Crosswalk.com

Igby Goes Down

compiled by Jeffrey Overstreet
from Film Forum, 10/03/02

Igby Goes Down is the Dysfunctional Family Movie of the Week, starring Kieran Culkin as a kid who is hardly "home alone." As he tries to cope with his maddening, wealthy, drug-warped family dynamics, he seeks solace in sexual meddling with two different women and plunges headlong into angst, despair, and rebellion.

Christian media critics are not convinced that bad family dynamics should make audiences sympathetic to reckless, sarcastic, destructive heroes. Preview's critic reports, "No redeeming elements were found in any scrap of this film."

Ted Baehr (Movieguide) finds that the film is true to the '60s, but too mean-spirited to do any good. He calls it "vicious, sarcastic and depressing. This is the poison pen of the politics of envy, which refuses to see the good that lives alongside the bad in our society. The writing is poignant and even compelling, though the Freudian message that every child's problems can be laid at the feet of their mother is insufferable."
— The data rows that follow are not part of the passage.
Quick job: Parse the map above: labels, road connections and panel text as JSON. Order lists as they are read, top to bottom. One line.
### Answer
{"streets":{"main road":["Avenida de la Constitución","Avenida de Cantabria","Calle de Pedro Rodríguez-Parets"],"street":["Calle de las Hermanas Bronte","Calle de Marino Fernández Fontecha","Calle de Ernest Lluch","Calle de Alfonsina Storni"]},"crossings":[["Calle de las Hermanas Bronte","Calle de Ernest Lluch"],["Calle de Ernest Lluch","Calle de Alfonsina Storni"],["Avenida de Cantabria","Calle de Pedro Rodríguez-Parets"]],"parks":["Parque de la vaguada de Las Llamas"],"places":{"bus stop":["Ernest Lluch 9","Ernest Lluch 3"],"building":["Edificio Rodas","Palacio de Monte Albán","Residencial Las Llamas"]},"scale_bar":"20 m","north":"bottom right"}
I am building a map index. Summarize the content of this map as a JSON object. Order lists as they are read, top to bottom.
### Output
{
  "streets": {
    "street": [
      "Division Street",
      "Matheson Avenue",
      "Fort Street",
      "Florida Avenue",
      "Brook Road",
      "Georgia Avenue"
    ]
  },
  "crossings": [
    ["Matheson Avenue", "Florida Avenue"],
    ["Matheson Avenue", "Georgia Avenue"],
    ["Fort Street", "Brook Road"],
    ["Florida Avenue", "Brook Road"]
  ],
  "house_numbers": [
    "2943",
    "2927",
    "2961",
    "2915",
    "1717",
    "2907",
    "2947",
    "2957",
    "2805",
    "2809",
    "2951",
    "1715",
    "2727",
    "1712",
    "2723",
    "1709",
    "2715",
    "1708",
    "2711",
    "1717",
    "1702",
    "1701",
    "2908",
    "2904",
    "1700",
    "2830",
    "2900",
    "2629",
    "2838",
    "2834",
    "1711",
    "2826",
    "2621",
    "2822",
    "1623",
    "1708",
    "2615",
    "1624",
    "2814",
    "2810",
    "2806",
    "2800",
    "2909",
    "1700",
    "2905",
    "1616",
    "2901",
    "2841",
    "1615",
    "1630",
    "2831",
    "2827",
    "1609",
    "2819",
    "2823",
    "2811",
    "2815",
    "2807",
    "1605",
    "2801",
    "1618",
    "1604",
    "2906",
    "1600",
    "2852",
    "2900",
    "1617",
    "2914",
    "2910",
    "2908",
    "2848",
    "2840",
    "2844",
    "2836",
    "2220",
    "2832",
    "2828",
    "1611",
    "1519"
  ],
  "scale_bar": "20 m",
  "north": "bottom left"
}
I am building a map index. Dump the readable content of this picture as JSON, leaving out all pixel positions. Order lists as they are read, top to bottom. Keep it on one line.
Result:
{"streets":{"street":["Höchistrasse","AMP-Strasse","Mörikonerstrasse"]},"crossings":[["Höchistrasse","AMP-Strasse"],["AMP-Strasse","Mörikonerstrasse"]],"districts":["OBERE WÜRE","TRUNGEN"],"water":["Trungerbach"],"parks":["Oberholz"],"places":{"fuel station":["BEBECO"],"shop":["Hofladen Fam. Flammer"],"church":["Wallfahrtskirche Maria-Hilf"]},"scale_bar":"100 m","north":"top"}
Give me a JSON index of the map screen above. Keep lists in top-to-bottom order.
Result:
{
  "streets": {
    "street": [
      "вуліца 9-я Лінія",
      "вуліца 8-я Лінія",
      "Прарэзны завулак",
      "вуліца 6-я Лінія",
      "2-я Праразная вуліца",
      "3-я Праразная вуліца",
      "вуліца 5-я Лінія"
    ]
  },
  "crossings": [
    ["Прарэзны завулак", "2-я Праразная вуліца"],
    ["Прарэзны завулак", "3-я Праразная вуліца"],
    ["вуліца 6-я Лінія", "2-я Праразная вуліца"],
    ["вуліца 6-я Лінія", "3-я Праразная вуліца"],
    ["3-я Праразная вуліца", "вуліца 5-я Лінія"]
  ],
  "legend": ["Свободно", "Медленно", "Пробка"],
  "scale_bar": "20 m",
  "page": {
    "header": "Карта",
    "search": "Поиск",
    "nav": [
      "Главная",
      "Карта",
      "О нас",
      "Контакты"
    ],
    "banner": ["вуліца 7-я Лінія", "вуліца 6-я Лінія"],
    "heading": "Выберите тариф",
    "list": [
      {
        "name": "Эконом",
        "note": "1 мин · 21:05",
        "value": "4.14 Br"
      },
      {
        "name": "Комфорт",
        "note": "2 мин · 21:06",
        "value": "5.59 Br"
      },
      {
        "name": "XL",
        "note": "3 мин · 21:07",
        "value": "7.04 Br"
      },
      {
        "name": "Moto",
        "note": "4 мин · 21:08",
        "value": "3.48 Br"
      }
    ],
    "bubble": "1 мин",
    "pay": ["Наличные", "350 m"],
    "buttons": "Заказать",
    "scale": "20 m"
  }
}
In the mainstream press, critics generally approved of the picture. Lisa Schwarzbaum (Entertainment Weekly) calls it "poisonously funny and unstintingly furious … a little indie-style production that succeeds not because it breaks new ground but because it displays such nimble footing around a familiarly rocky coming-of-age landscape."

But Mary Ann Johanson (Flick Filosopher) disagrees: "Even Culkin's intensely mordant performance here can't make this pointless and brutal film watchable. Culkin is extraordinary in Igby's adolescent anguish, but it couldn't have been hard to pretend you want out of this world."